Documentaire français de Guillaume Brac (1 h 37).

« Au poste ! » : une enquête policière qui donne le vertige

AU POSTE Bande Annonce Teaser # 3 (2018) Grégoire Ludig, Benoît Poelvoorde, Comédie

Ce doit être une toute petite déchirure dans l’espace-temps, que l’on traverse sans s’en rendre compte. D’autant moins que de l’autre côté, rien ne sort a priori de l’ordinaire. On est dans un hôtel de police, la nuit. Un officier interroge un témoin, qui est peut-être un suspect. Un nez non averti croira reconnaître le parfum de renfermé, confortable et légèrement toxique de vieux films français, Garde à vue de Claude Miller, pour n’en citer qu’un. Sauf qu’ici, rien ne marche. A chaque fois qu’on croira reconnaître un de ces repères qui vous guident au cinéma, le sol se dérobe. Le représentant de la loi conduit son interrogatoire en dépit du bon sens, le suspect fait preuve d’une équanimité surprenante. En avançant, la nuit dévore le sentiment de familiarité pour laisser le spectateur aux prises avec les mots, les clichés, les acteurs disposés en un ordre qui n’en est plus un.

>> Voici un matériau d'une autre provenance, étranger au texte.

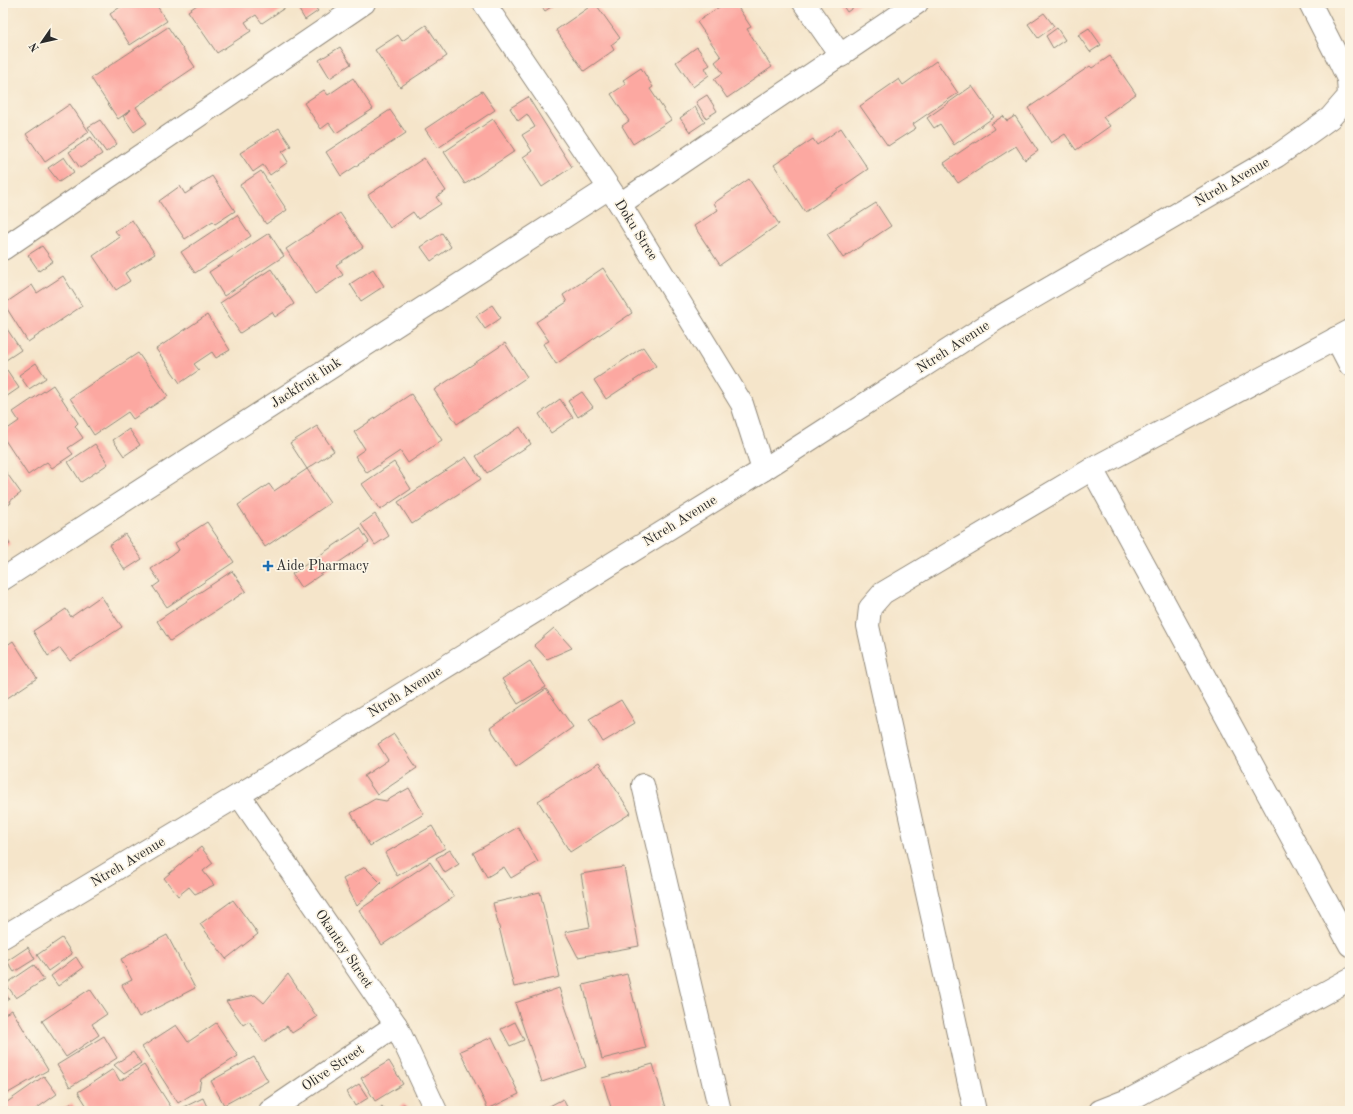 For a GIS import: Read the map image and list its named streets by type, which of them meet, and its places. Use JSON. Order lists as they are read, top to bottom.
{
  "streets": {
    "street": [
      "Ntreh Avenue",
      "Doku Stree",
      "Jackfruit link",
      "Okantey Street",
      "Olive Street"
    ]
  },
  "crossings": [
    ["Ntreh Avenue", "Doku Stree"],
    ["Ntreh Avenue", "Okantey Street"],
    ["Doku Stree", "Jackfruit link"],
    ["Okantey Street", "Olive Street"]
  ],
  "places": {
    "health": ["Aide Pharmacy"]
  },
  "north": "bottom left"
}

Quentin Dupieux travaille sur le langage avec une application de dramaturge. Dans l’espace confiné de l’hôtel de police, les mots tombent comme des cascades dont le cours n’est jamais prévisible. Et aussi réceptif que l’on soit à l’humour de Dupieux et de sa troupe, on n’est pas pour autant immunisé contre l’inquiétude qui parcourt Au poste ! La pirouette finale n’y changera rien, on est forcé de se demander si ce non-sens n’est pas finalement beaucoup plus proche de la réalité que bien des documentaires. Thomas Sotinel

Film français de Quentin Dupieux. Avec Benoît Poelvoorde, Grégoire Ludig, Marc Fraize, Anaïs Demoustier (1 h 13).